Reproduce exactly the lines that run from the start of the records below to the line with "-50%;border:3px solid #fff;box-shadow:0", inclusive.

[Opening Working data section]

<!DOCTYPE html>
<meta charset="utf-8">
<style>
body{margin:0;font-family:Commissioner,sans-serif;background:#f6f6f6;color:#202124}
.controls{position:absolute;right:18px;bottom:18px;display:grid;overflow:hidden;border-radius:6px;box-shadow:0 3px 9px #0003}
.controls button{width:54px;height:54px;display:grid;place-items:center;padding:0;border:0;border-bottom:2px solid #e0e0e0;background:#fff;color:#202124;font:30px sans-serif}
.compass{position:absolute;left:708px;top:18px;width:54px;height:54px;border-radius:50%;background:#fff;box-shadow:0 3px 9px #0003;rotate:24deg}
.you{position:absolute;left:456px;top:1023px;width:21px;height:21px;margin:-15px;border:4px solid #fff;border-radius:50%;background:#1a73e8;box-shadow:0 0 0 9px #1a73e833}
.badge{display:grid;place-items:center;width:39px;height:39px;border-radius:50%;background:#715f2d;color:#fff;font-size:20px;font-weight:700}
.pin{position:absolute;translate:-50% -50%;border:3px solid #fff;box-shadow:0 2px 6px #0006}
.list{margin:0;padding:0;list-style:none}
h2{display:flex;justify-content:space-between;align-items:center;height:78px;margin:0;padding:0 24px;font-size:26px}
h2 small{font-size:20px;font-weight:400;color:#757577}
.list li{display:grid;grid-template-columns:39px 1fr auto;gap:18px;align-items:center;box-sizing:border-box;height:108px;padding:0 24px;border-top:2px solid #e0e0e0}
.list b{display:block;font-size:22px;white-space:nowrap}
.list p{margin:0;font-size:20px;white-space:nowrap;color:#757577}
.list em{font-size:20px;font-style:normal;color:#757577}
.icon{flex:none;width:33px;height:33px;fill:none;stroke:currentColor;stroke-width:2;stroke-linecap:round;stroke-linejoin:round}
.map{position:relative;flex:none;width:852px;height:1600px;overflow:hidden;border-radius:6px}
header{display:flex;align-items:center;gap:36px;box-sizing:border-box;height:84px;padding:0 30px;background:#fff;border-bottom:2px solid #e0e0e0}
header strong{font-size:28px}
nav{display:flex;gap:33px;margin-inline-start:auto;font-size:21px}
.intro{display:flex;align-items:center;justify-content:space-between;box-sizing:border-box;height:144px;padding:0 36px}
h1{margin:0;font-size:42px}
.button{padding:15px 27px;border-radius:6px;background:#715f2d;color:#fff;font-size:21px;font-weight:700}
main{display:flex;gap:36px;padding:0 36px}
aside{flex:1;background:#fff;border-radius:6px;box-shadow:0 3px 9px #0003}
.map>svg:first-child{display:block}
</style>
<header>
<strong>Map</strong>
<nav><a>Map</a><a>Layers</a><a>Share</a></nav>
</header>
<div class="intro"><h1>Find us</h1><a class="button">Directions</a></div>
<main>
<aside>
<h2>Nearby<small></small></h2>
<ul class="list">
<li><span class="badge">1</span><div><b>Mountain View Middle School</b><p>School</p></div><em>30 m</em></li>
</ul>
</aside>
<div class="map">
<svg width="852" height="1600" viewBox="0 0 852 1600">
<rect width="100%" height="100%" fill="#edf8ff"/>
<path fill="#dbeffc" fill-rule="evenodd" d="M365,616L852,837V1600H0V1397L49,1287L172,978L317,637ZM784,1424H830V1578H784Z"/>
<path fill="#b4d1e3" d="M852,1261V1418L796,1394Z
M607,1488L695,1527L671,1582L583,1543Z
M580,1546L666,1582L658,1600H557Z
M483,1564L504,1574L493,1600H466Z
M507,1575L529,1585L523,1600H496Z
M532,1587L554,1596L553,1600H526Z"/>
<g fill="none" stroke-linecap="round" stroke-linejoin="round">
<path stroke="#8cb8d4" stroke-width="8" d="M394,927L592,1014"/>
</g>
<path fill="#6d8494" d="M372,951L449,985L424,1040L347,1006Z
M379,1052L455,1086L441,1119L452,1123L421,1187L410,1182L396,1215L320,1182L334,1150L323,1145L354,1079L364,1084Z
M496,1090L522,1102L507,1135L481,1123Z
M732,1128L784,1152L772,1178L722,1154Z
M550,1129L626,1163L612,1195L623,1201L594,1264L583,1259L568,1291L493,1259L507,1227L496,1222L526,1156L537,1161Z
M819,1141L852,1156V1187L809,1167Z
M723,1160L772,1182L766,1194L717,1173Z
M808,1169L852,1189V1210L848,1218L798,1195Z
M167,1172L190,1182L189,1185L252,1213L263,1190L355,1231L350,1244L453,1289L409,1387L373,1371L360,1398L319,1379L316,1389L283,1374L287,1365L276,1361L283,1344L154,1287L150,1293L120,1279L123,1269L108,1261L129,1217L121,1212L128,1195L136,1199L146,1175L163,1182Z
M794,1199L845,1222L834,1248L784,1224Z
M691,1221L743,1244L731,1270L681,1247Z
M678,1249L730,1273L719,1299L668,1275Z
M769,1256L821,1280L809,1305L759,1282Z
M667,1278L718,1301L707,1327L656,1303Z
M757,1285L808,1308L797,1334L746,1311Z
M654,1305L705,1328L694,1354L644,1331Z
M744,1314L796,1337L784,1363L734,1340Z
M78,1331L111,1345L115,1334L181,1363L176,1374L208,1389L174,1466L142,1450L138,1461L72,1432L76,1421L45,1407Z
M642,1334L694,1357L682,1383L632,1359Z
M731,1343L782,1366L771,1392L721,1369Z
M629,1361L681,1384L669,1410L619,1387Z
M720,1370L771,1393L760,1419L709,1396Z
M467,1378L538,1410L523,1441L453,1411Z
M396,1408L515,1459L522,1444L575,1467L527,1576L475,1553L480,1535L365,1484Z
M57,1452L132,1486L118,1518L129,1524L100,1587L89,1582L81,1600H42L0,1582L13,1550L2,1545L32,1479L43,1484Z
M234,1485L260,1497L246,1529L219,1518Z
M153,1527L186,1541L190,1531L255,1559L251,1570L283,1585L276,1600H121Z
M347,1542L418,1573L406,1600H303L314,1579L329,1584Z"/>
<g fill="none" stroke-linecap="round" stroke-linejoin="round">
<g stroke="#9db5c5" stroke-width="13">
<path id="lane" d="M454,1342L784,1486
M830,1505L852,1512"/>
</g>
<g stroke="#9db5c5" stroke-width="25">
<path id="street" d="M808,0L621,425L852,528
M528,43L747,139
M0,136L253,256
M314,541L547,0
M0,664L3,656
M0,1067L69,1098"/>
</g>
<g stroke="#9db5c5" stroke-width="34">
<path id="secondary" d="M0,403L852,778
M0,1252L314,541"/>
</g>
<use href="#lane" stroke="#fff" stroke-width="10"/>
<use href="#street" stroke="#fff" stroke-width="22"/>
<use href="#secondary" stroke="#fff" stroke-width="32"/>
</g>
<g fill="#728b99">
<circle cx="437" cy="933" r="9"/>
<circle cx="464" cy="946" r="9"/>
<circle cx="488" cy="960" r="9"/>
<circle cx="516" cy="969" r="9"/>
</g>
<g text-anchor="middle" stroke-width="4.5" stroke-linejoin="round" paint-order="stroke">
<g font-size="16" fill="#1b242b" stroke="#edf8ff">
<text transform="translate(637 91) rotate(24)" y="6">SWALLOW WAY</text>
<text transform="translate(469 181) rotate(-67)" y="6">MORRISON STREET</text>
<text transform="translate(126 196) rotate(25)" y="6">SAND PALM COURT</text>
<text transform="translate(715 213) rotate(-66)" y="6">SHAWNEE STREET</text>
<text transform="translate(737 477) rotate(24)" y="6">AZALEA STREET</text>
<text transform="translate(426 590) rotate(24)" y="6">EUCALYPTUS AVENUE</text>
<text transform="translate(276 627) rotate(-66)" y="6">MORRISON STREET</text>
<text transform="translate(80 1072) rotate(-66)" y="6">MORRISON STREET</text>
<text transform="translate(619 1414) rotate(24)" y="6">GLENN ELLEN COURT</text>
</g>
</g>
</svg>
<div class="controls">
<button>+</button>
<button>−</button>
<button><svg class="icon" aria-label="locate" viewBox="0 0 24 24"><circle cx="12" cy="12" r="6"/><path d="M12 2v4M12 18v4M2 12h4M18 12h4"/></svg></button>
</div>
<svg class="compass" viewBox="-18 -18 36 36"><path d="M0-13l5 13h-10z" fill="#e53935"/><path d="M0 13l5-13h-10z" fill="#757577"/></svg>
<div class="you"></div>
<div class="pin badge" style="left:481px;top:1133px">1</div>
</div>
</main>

[Closing Working data section]

** Final answer **
<!DOCTYPE html>
<meta charset="utf-8">
<style>
body{margin:0;font-family:Commissioner,sans-serif;background:#f6f6f6;color:#202124}
.controls{position:absolute;right:18px;bottom:18px;display:grid;overflow:hidden;border-radius:6px;box-shadow:0 3px 9px #0003}
.controls button{width:54px;height:54px;display:grid;place-items:center;padding:0;border:0;border-bottom:2px solid #e0e0e0;background:#fff;color:#202124;font:30px sans-serif}
.compass{position:absolute;left:708px;top:18px;width:54px;height:54px;border-radius:50%;background:#fff;box-shadow:0 3px 9px #0003;rotate:24deg}
.you{position:absolute;left:456px;top:1023px;width:21px;height:21px;margin:-15px;border:4px solid #fff;border-radius:50%;background:#1a73e8;box-shadow:0 0 0 9px #1a73e833}
.badge{display:grid;place-items:center;width:39px;height:39px;border-radius:50%;background:#715f2d;color:#fff;font-size:20px;font-weight:700}
.pin{position:absolute;translate:-50% -50%;border:3px solid #fff;box-shadow:0 2px 6px #0006}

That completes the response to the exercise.